B.A. 2008, Film, Creative Writing
When Laura Popp begins to tell you a story, all you want is to hear more. For example, Renagada (Rena) and Acha are outcasts from their civilization because Rena is a hindered “monara.” In this particular universe, monara are women who can communicate with all animals, but Rena can only hear Acha, her vulture. When Acha is threatened, the two leave the comfort and safety of home to experience one dangerous adventure after another until Rena must decide . . . ?
Popp’s vivid imagination fuels her award-winning fiction, and her faith-based altruism has carried her to Malawi. As a film and creative writing major at TU, Popp’s savvy science fiction novel about Rena and Acha, Treasure Traitor, received an honorable mention award from the international Writers of the Future contest. As a TU Presbyterian Scholar, she spent 10 days nourishing her imagination throughout Scotland - from misty mornings in St. Andrews to the jewel-like gardens of Scone Palace to the pub where Harry Potter sprang from J.K. Rowlings’ pen. Later, she traveled to the African nation of Malawi on a mission trip and made a documentary, “Malawi Missions,” now playing on YouTube.
“I first got interested in TU when Chaplain Jeff Francis spoke at my church” she recalls. “When I toured TU, I was immediately drawn to its Presbyterian heritage and the religious community on campus,” she says. “I loved the small classes, guest artists, the freedom of the liberal arts curriculum, and the ‘family’ feel.”
TU’s flexibility also allowed Laura to explore various genres - playwriting, screenwriting and fiction.
“I try to write at least 1,000 words a day,” she says of her current output.

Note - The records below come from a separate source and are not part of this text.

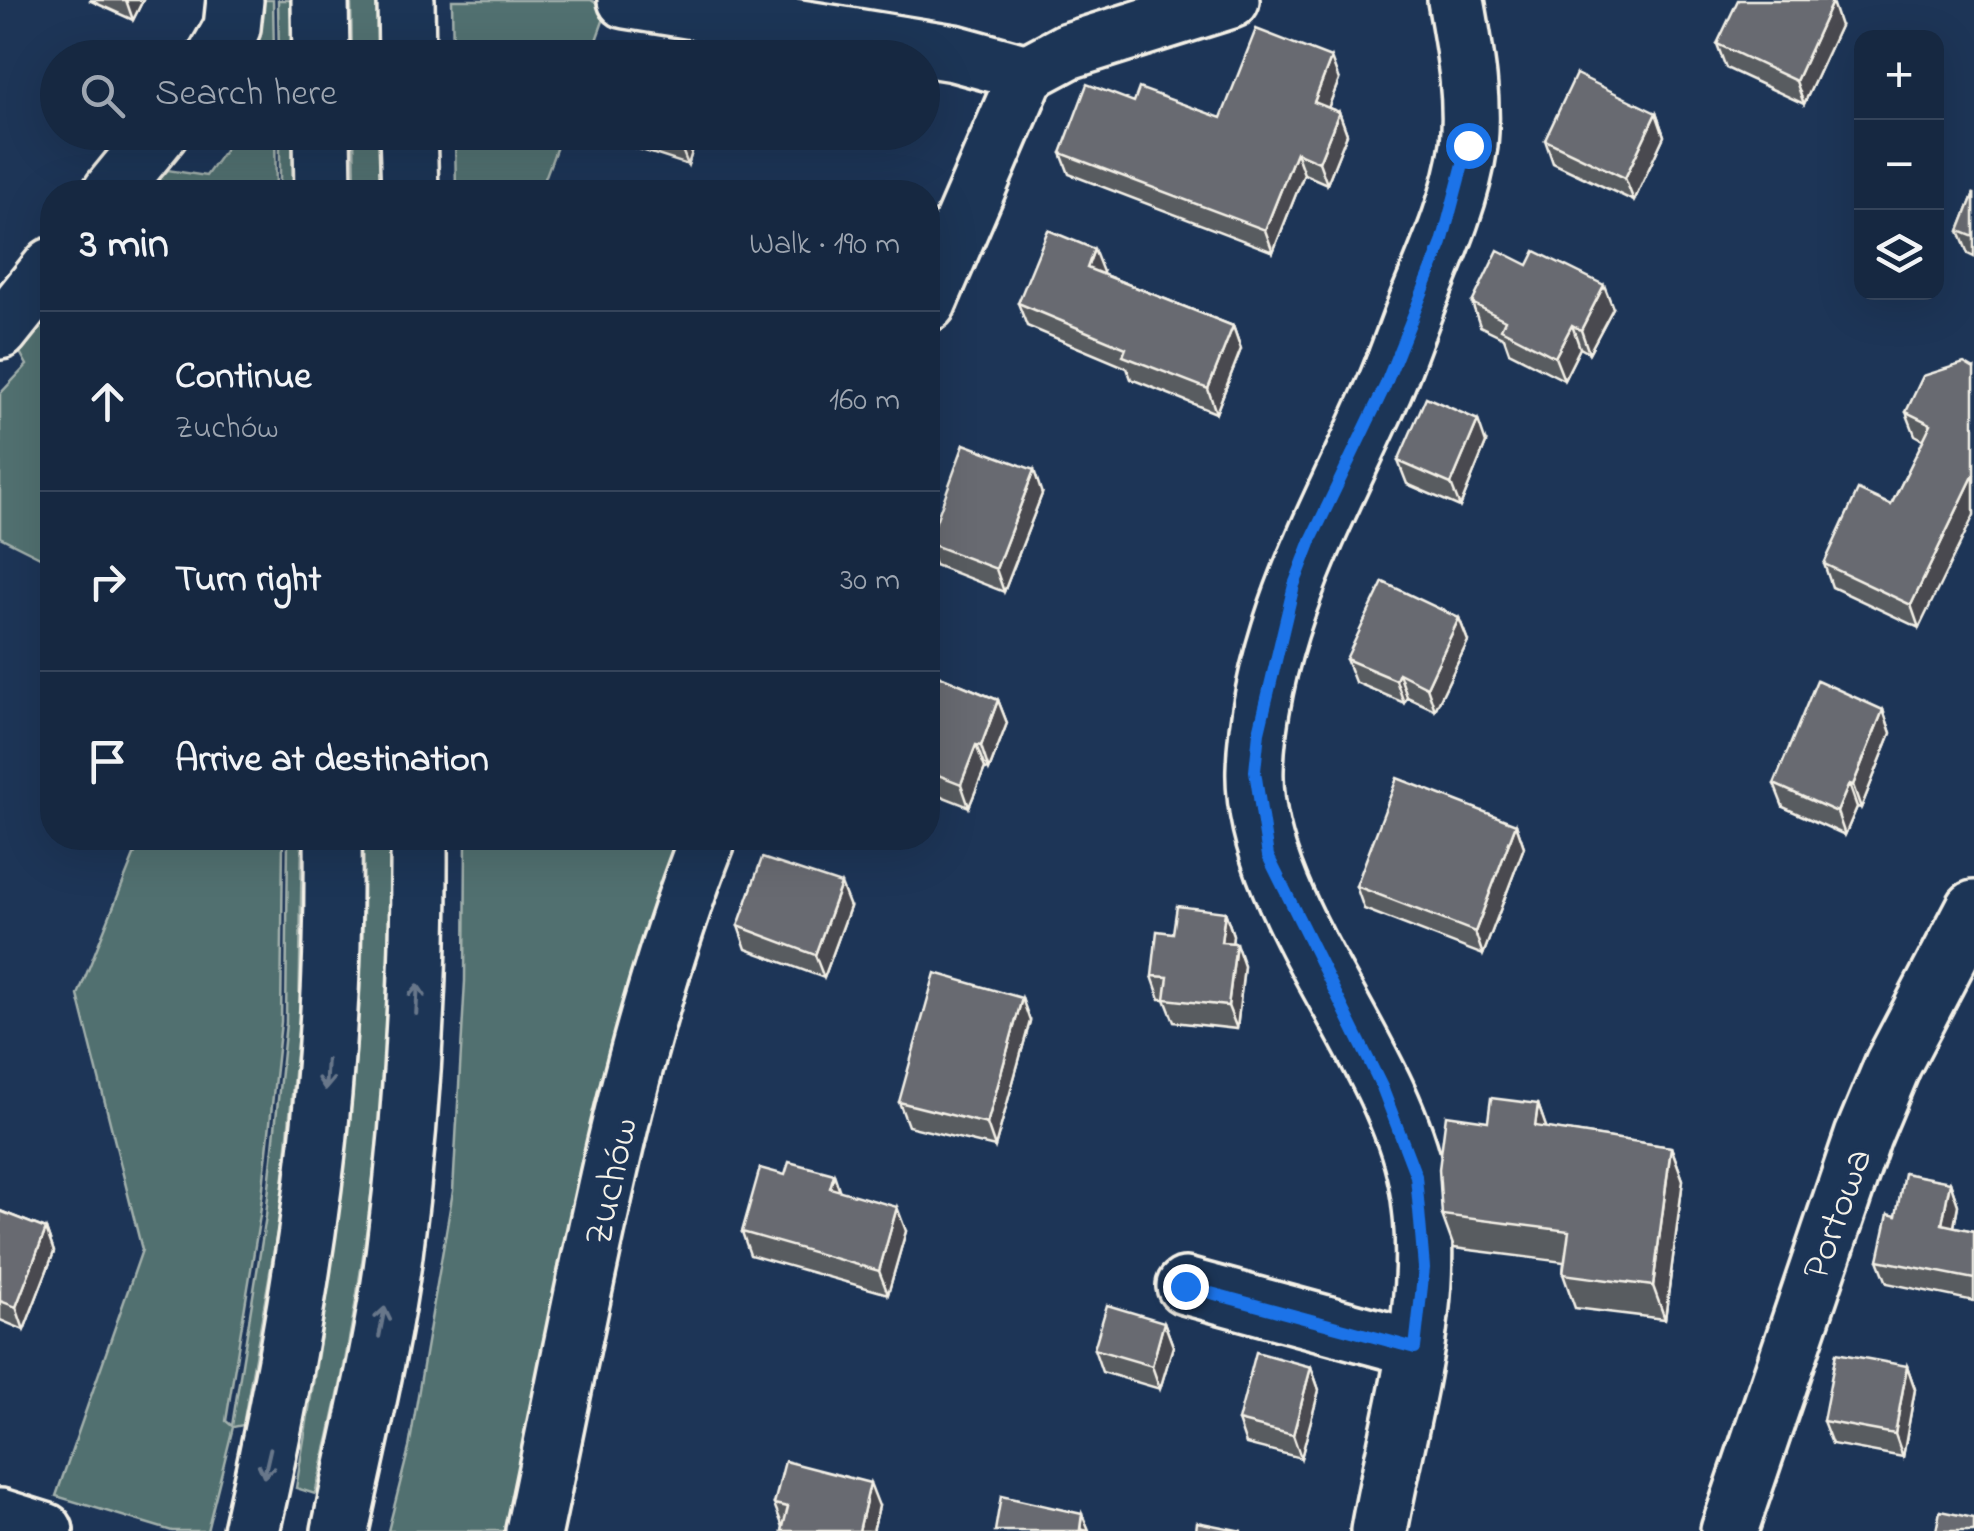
<!DOCTYPE html>
<html lang="en">
<head>
<meta charset="utf-8">
<style>
  body { margin:0; font-family:"Indie Flower",sans-serif; background:#23344c; color:#f1f3f6 }
  .controls { position:absolute; right:30px; top:30px; display:grid; overflow:hidden; border-radius:20px; box-shadow:0 10px 40px #0002 }
  .controls button { width:90px; height:90px; display:grid; place-items:center; padding:0; border:0; border-bottom:2px solid #35445a; background:#162841; color:#f1f3f6; font:50px sans-serif }
  .stop { position:absolute; width:30px; height:30px; margin:-22px; border:8px solid #1a73e8; border-radius:50%; background:#fff }
  .stop.end { background:#1a73e8; border-color:#fff; box-shadow:0 2px 10px #0008 }
  .list { margin:0; padding:0; list-style:none }
  h2 { display:flex; justify-content:space-between; align-items:center; height:130px; margin:0; padding:0 40px; font-size:42px }
  h2 small { font-size:32px; font-weight:400; color:#9ea6b1 }
  .list li { display:grid; grid-template-columns:65px 1fr auto; gap:30px; align-items:center; box-sizing:border-box; height:180px; padding:0 40px; border-top:2px solid #35445a }
  .list b { display:block; font-size:38px; white-space:nowrap }
  .list p { margin:0; font-size:32px; white-space:nowrap; color:#9ea6b1 }
  .list em { font-size:32px; font-style:normal; color:#9ea6b1 }
  .icon { flex:none; width:55px; height:55px; fill:none; stroke:currentColor; stroke-width:2; stroke-linecap:round; stroke-linejoin:round }
  .map { position:relative; flex:none; width:1974px; height:1531px; overflow:hidden }
  .search { position:absolute; background:#162841; box-shadow:0 10px 40px #0002; left:40px; top:40px; width:900px; height:110px; display:flex; align-items:center; gap:25px; box-sizing:border-box; padding:0 35px; border-radius:55px; color:#9ea6b1; font-size:38px }
  .panel { position:absolute; background:#162841; box-shadow:0 10px 40px #0002; left:40px; top:180px; width:900px; height:670px; border-radius:40px }
  .map>svg:first-child { display:block }
  .green { fill:#51706f; stroke:#a2b0ac; stroke-width:2.5 }
  .lines { fill:none; stroke-linecap:round; stroke-linejoin:round }
  .minor-casing { stroke:#f4f1e8; stroke-width:62 }
  .major-casing { stroke:#f4f1e8; stroke-width:62 }
  .path { stroke:#f4f1e8; stroke-width:6; stroke-dasharray:10 8; stroke-linecap:butt }
  .minor { stroke:#1d3557; stroke-width:55 }
  .major { stroke:#1d3557; stroke-width:55 }
  .wall { fill:#595b61; stroke:#f4f1e8; stroke-width:2.5 }
  .shaded-wall { fill:#484a4f; stroke:#f4f1e8; stroke-width:2.5 }
  .building { fill:#676a71; stroke:#f4f1e8; stroke-width:2.5 }
  .oneway { stroke:#68778a }
  .route { stroke:#1a73e8; stroke-width:12 }
  .labels { text-anchor:middle; stroke-width:8; stroke-linejoin:round; paint-order:stroke }
  .street-label { font-size:40px; fill:#f4f1e8; stroke:#1d3557 }
</style>
</head>
<body>
<div class="map">
<svg width="1974" height="1531" viewBox="0 0 1974 1531">
  <rect width="100%" height="100%" fill="#1d3557"/>
  <filter id="ink" filterUnits="userSpaceOnUse"><feTurbulence type="fractalNoise" baseFrequency=".01" numOctaves="2"/><feDisplacementMap in="SourceGraphic" scale="20" xChannelSelector="R" yChannelSelector="G"/><feConvolveMatrix kernelMatrix="1 2 1 2 8 2 1 2 1" color-interpolation-filters="sRGB"/></filter>
  <g filter="url(#ink)">
    <g class="green">
      <polygon points="252,0 273,0 274,57 248,58"/>
      <polygon points="278,0 291,0 291,57 279,57"/>
      <polygon points="351,0 378,0 379,57 352,57"/>
      <polygon points="452,0 591,0 607,10 590,57 453,57"/>
      <polygon points="237,133 275,133 276,192 149,192 168,170 206,176"/>
      <polygon points="280,133 292,133 293,192 280,192"/>
      <polygon points="354,133 379,133 380,192 355,192"/>
      <polygon points="455,133 455,132 562,133 540,192 456,192"/>
      <polygon points="52,305 52,563 0,537 0,394 27,365 17,347"/>
      <polygon points="141,838 283,838 281,1022 260,1215 226,1421 232,1426 266,1216 286,1023 288,838 302,838 299,1023 280,1216 243,1425 233,1427 207,1531 172,1531 56,1496 142,1250 78,995"/>
      <path d="M363,838h28c1,221 -20,441 -76,656l-19,-6c36,-217 72,-430 67,-650z"/>
      <polygon points="466,838 688,838 516,1531 388,1531 409,1448 453,1191 465,981"/>
    </g>
    <g class="lines">
      <defs>
        <g id="minor">
          <polyline points="626,0 954,53 1027,73"/>
          <polyline points="215,58 232,28 235,0"/>
          <polyline points="111,192 160,132"/>
          <polyline points="928,303 1027,73 1068,51 1231,0"/>
          <polyline points="0,331 52,266"/>
          <polyline points="1185,1286 1415,1348"/>
          <polyline points="0,1517 45,1531"/>
          <path d="M534,1531c50,-233 87,-471 174,-693"/>
          <path d="M1379,1531c20,-115 61,-234 38,-351 -27,-134 -166,-275 -162,-411 5,-141 74,-256 129,-380 13,-30 23,-61 35,-91 20,-48 43,-101 50,-153 5,-49 -5,-98 -13,-145"/>
          <polyline points="1729,1531 1863,1136 1893,1064 1974,909"/>
        </g>
        <g id="major">
          <polyline points="320,0 321,58"/>
          <polyline points="406,0 407,58"/>
          <polyline points="322,132 323,192"/>
          <polyline points="408,132 410,192"/>
          <path d="M251,1531c53,-233 85,-454 82,-693"/>
          <path d="M340,1531c19,-91 42,-184 54,-276 18,-139 26,-278 25,-417"/>
        </g>
      </defs>
      <use href="#minor" class="minor-casing"/>
      <use href="#major" class="major-casing"/>
      <polyline class="path" points="928,373 935,356"/>
      <use href="#minor" class="minor"/>
      <use href="#major" class="major"/>
    </g>
    <g class="wall">
      <polygon points="89,0 143,0 133,20"/>
      <polygon points="1840,26 1804,104 1726,68 1717,44"/>
      <polygon points="1339,80 1328,108 1339,112 1347,134 1327,184 1304,174 1273,252 1069,174 1061,153 1134,102 1221,118"/>
      <polygon points="1656,113 1664,136 1634,201 1553,163 1545,140"/>
      <polygon points="616,132 698,132 688,165 620,143"/>
      <polygon points="1974,193 1974,257 1968,254 1959,231"/>
      <polygon points="1103,272 1102,274 1233,326 1241,349 1216,413 1131,379 1127,368 1027,326 1018,303"/>
      <polygon points="1472,303 1613,308 1589,353 1580,348 1564,380 1509,352 1504,338 1480,326"/>
      <polygon points="1974,369 1919,628 1832,587 1824,564 1891,505 1924,440 1915,435 1906,412"/>
      <polygon points="1486,443 1460,507 1407,484 1398,461"/>
      <polygon points="1042,494 1004,592 935,565 928,545 928,539"/>
      <polygon points="1459,618 1468,641 1435,710 1407,697 1404,703 1355,682 1346,659"/>
      <polygon points="928,671 998,700 1007,723 989,770 985,768 969,807 936,794 934,802 928,799"/>
      <polygon points="52,692 52,723 46,706"/>
      <polygon points="1883,710 1891,733 1861,808 1857,807 1845,835 1783,807 1774,784"/>
      <polygon points="1516,824 1524,847 1483,955 1364,909 1356,886"/>
      <polygon points="850,907 824,978 746,949 738,926"/>
      <polygon points="1225,912 1233,935 1232,943 1244,966 1237,1029 1174,1022 1165,999 1160,999 1152,976 1173,933"/>
      <polygon points="1030,1021 995,1147 908,1126 899,1102"/>
      <polygon points="1538,1104 1546,1128 1671,1147 1683,1180 1665,1319 1575,1308 1563,1274 1564,1262 1454,1248 1442,1215 1488,1121"/>
      <polygon points="1950,1182 1958,1205 1954,1227 1974,1231 1974,1301 1887,1283 1878,1260 1896,1216"/>
      <polygon points="839,1191 906,1231 888,1294 750,1255 742,1232"/>
      <polygon points="0,1211 46,1229 54,1252 24,1330 0,1320"/>
      <polygon points="1164,1322 1173,1346 1160,1389 1102,1372 1094,1349"/>
      <polygon points="1907,1366 1915,1389 1903,1457 1832,1444 1823,1421"/>
      <polygon points="1311,1367 1319,1390 1301,1458 1246,1444 1238,1421"/>
      <polygon points="774,1504 879,1506 873,1531 782,1531 783,1527"/>
    </g>
    <g class="shaded-wall">
      <polygon points="126,0 143,0 133,20"/>
      <polygon points="1832,2 1840,26 1804,104 1796,81"/>
      <polygon points="1331,58 1339,80 1322,124 1314,102"/>
      <polygon points="1339,112 1347,134 1327,184 1319,162"/>
      <polygon points="1656,113 1664,136 1634,201 1625,178"/>
      <polygon points="682,132 698,132 688,165 679,142"/>
      <polygon points="1296,152 1304,174 1273,252 1265,230"/>
      <polygon points="1094,249 1103,272 1095,291 1087,268"/>
      <polygon points="1604,285 1613,308 1589,353 1581,330"/>
      <polygon points="1572,325 1580,348 1564,380 1555,357"/>
      <polygon points="1233,326 1241,349 1216,413 1208,389"/>
      <polygon points="1478,420 1486,443 1460,507 1451,484"/>
      <polygon points="1034,470 1042,494 1004,592 996,569"/>
      <polygon points="1974,474 1974,515 1919,628 1911,605"/>
      <polygon points="1459,618 1468,641 1435,710 1427,687"/>
      <polygon points="1399,673 1407,697 1404,703 1396,680"/>
      <polygon points="998,700 1007,723 989,770 981,746"/>
      <polygon points="1883,710 1891,733 1861,808 1853,785"/>
      <polygon points="976,745 985,768 969,807 961,784"/>
      <polygon points="928,771 936,794 934,802 928,784"/>
      <polygon points="1849,784 1857,807 1845,835 1837,812"/>
      <polygon points="1516,824 1524,847 1483,955 1475,932"/>
      <polygon points="841,884 850,907 824,978 815,955"/>
      <polygon points="1225,912 1233,935 1230,965 1221,942"/>
      <polygon points="1236,943 1244,966 1237,1029 1228,1006"/>
      <polygon points="1022,998 1030,1021 995,1147 987,1124"/>
      <polygon points="1538,1104 1550,1138 1535,1126"/>
      <polygon points="1671,1147 1683,1180 1665,1319 1653,1286"/>
      <polygon points="834,1174 842,1198 830,1188"/>
      <polygon points="1950,1182 1958,1205 1950,1247 1942,1224"/>
      <polygon points="897,1207 906,1231 888,1294 879,1271"/>
      <polygon points="46,1229 54,1252 24,1330 16,1307"/>
      <polygon points="1164,1322 1173,1346 1160,1389 1152,1366"/>
      <polygon points="1907,1366 1915,1389 1903,1457 1895,1434"/>
      <polygon points="1311,1367 1319,1390 1301,1458 1293,1435"/>
      <polygon points="870,1483 879,1506 873,1531 859,1531"/>
      <polygon points="1082,1514 1089,1531 1080,1531"/>
    </g>
    <g class="building">
      <polygon points="1738,0 1826,0 1832,2 1796,81 1717,44"/>
      <polygon points="1256,29 1331,58 1314,102 1339,112 1319,162 1296,152 1265,230 1061,153 1087,84 1134,102 1139,88 1221,118"/>
      <polygon points="1576,74 1656,113 1625,178 1545,140"/>
      <polygon points="650,132 682,132 679,142"/>
      <polygon points="1974,193 1974,237 1959,231"/>
      <polygon points="1048,230 1094,249 1087,268 1233,326 1208,389 1123,356 1126,348 1018,303"/>
      <polygon points="1498,250 1528,265 1535,251 1604,285 1581,330 1572,325 1555,357 1501,329 1505,320 1472,303"/>
      <polygon points="1964,363 1974,369 1974,474 1911,605 1824,564 1858,490 1891,505 1931,424 1906,412 1923,376"/>
      <polygon points="1426,397 1478,420 1451,484 1398,461"/>
      <polygon points="964,444 1034,470 996,569 928,543"/>
      <polygon points="1383,582 1459,618 1427,687 1399,673 1396,680 1346,659"/>
      <polygon points="928,671 998,700 981,746 976,745 961,784 928,771 928,772"/>
      <polygon points="1817,680 1883,710 1853,785 1849,784 1837,812 1774,784"/>
      <polygon points="52,692 52,709 46,706"/>
      <polygon points="1397,778 1516,824 1475,932 1356,886"/>
      <polygon points="762,858 841,884 815,955 738,926"/>
      <polygon points="1177,906 1225,912 1221,942 1236,943 1228,1006 1165,999 1168,977 1152,976 1157,931 1173,933"/>
      <polygon points="935,973 1022,998 987,1124 899,1102"/>
      <polygon points="1491,1098 1538,1104 1535,1126 1671,1147 1653,1286 1563,1274 1569,1231 1442,1215 1439,1169 1446,1115 1488,1121"/>
      <polygon points="789,1162 834,1174 830,1188 897,1207 879,1271 742,1232 760,1168 785,1175"/>
      <polygon points="1904,1173 1950,1182 1942,1224 1974,1231 1974,1279 1878,1260 1888,1214 1896,1216"/>
      <polygon points="0,1211 46,1229 16,1307 0,1301"/>
      <polygon points="1107,1305 1164,1322 1152,1366 1094,1349"/>
      <polygon points="1256,1352 1311,1367 1293,1435 1238,1421"/>
      <polygon points="1836,1353 1907,1366 1895,1434 1823,1421"/>
      <polygon points="785,1461 870,1483 859,1531 782,1531 788,1507 774,1504"/>
      <polygon points="1001,1496 1082,1514 1080,1529 1088,1531 995,1531"/>
      <polygon points="1940,1511 1974,1518 1974,1531 1936,1531"/>
      <polygon points="1197,1522 1242,1531 1196,1531"/>
    </g>
    <defs><path id="oneway-shaft" d="M-6 0H5M1.5-3L5.5 0L1.5 3" fill="none" stroke-width="1.6" stroke-linecap="round" stroke-linejoin="round" transform="scale(2.5)"/></defs>
    <g class="oneway">
      <use href="#oneway-shaft" transform="translate(417 999) rotate(-87)"/>
      <use href="#oneway-shaft" transform="translate(326 1075) rotate(93)"/>
      <use href="#oneway-shaft" transform="translate(382 1322) rotate(-79)"/>
      <use href="#oneway-shaft" transform="translate(267 1463) rotate(103)"/>
    </g>
  </g>
  <g class="lines" filter="url(#ink)">
    <polyline class="route" points="1185,1286 1415,1348 1424,1268 1416,1176 1382,1087 1268,856 1255,771 1259,732 1294,585 1312,538 1385,386 1442,243 1468,145"/>
  </g>
  <g class="labels">
    <g class="street-label">
      <text transform="translate(609 1181) rotate(-78)" y="14">Zuchów</text>
      <text transform="translate(1835 1213) rotate(-70)" y="14">Portowa</text>
    </g>
  </g>
</svg>
<div class="controls">
<button>+</button>
<button>−</button>
<button><svg class="icon" aria-label="layers" viewBox="0 0 24 24"><path d="M12 4l9 5-9 5-9-5zM3 14l9 5 9-5"/></svg></button>
</div>
<div class="stop" style="left:1468px;top:145px"></div>
<div class="stop end" style="left:1185px;top:1286px"></div>
<div class="search"><svg class="icon" aria-label="search" viewBox="0 0 24 24"><circle cx="10" cy="10" r="6"/><path d="M15 15l6 6"/></svg>Search here</div>
<section class="panel">
<h2>3 min<small>Walk · 190 m</small></h2>
<ul class="list">
<li><svg class="icon" aria-label="ahead" viewBox="0 0 24 24"><path d="M12 20V5M6 11l6-6 6 6"/></svg><div><b>Continue</b><p>Zuchów</p></div><em>160 m</em></li>
<li><svg class="icon" aria-label="right" viewBox="0 0 24 24"><path d="M7 20v-9h11M14 6l5 5-5 5"/></svg><div><b>Turn right</b></div><em>30 m</em></li>
<li><svg class="icon" aria-label="arrive" viewBox="0 0 24 24"><path d="M6 21V4h12l-3 4 3 4H6"/></svg><div><b>Arrive at destination</b></div></li>
</ul>
</section>
</div>
</body>
</html>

Since graduating from the University in December 2008, Popp landed a position as an SAT, ACT, TOEFL instructor for Kaplan Test Prep in Tulsa, where she works with international students. She is also writing a history of TU’s Tulsa Undergraduate Research Challenge program (TURC). She hopes that her next endeavor will land her in Japan as part of the Japanese Exchange Teaching (JET) program. Until then, there are at least a 1,000 words a day just waiting to spring to life.